Images from Wonders Of The Unseen World, courtesy of Rik Garrett.
This is one I’m still not very good at talking about, so I need to work that out! It really doesn’t make any sense when I talk about it. I worked on it for years and even had the show, and I still wasn’t good at explaining where I was coming from.
I made a book (because I fixate on books) where I took this early 20th century astronomy book, and I started painting over the pages and adding my own photographs, adding found photographs of different things. So, it was kind of this wordless book that turned into something about going inside, both going inside of yourself mentally as well as going inside of the Earth using an outer space theme and turning it on its ear a bit. That book was included in the exhibition.
So that is a very long and rambling explanation that didn’t really go anywhere!

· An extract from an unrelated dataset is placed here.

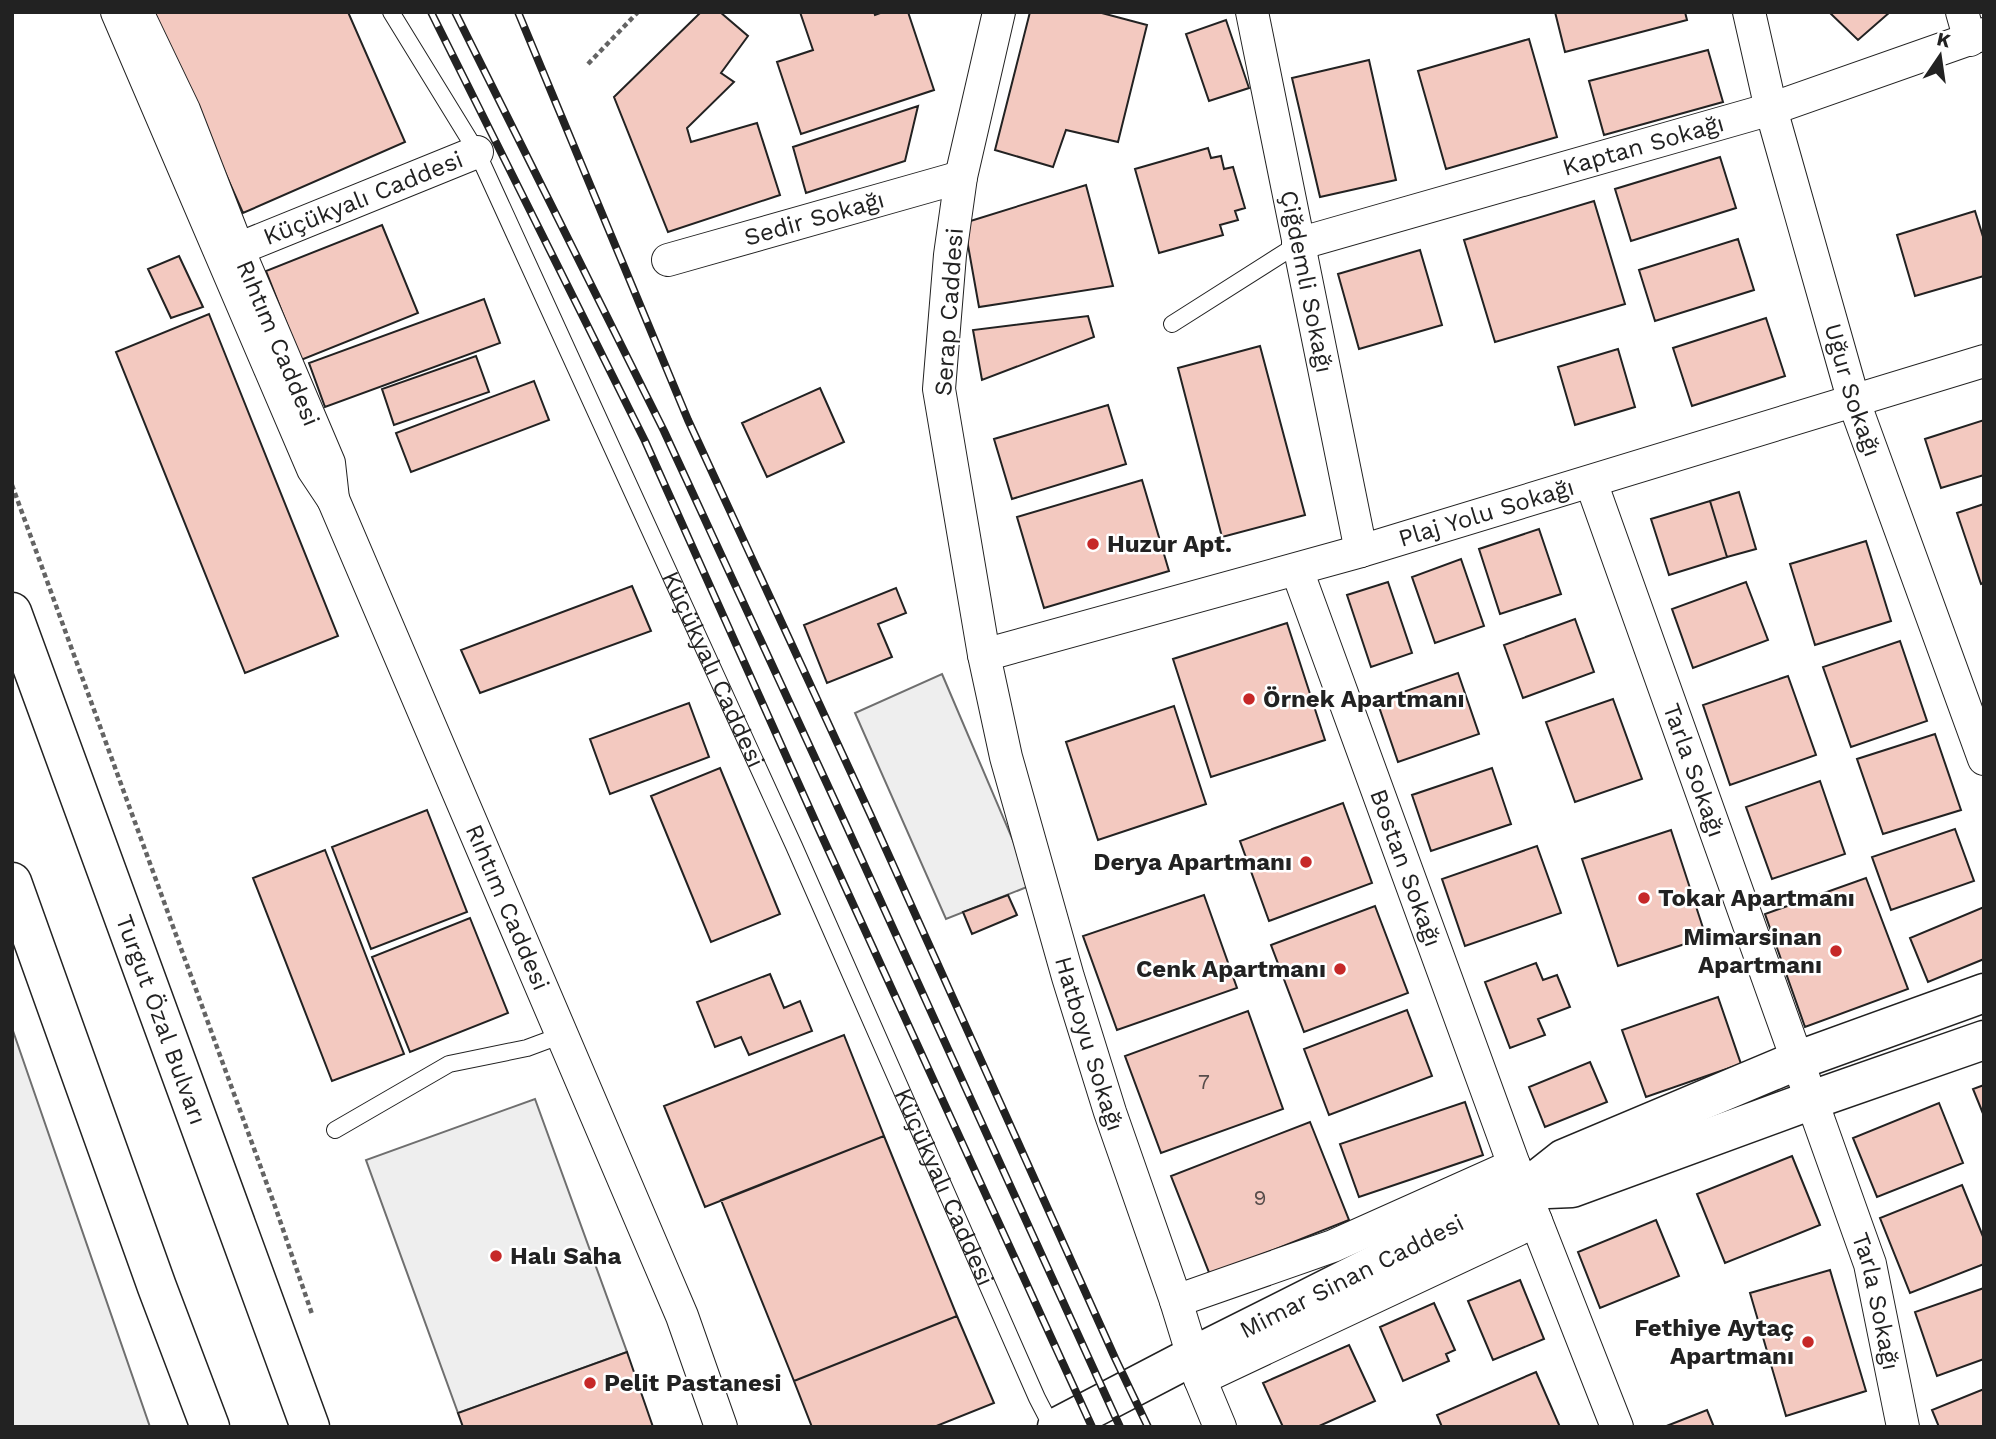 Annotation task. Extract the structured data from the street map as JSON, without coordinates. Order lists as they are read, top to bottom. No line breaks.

No, no, no! I find it all very interesting. Actually, and you and I discussed this over email, I actually lifted and tweaked imagery I use for one of my coffees from the Hollow Earth Society of Chicago.
Yeah! Cyrus Teed. He was in Chicago for a little bit. We talk about people fixating on this, and then it takes over their mind and their sanity… He started out having kind of a Christian sect and talking about the hollow Earth and the next thing you know, he and all of his followers end up in this living arrangement in Estero, Florida, this hellish swamp, trying to prove that we are in fact living on the inside of the Earth! It’s amazing and saddening the way that it takes over, and I love it! Did you know about this thing they did on the beach? They were trying to prove that we are inside of a sphere, and they built this device called the Rectilineator; this saw horse looking thing, and they spent ages plotting the beachfront in Florida trying to prove that eventually it curves upward. It’s just amazing!
Yeah, when you contacted me I looked you up, saw that packaging and figured we’d be able to have a good conversation!
Rare Earth label by Ben Chlapek.
One last series, Subtle Bodies?
I’m excited to talk about this, because I haven’t had much of a chance to yet. It’s a collection of things I’ve been working on since 2010 or somewhere around there. I’m especially excited because I recently had an exhibition of this work in Seattle and I’ve made a book of this series as well, but I’m not hand binding them I’m having them printed. In relation to the show, I did a couple of lectures on the history of these processes, and talked a bit about my work and experiments, as well as photographers that dealt in the same ideas. I spoke at the Buckland Museum of Witchcraft in Ohio, and in Chicago as well.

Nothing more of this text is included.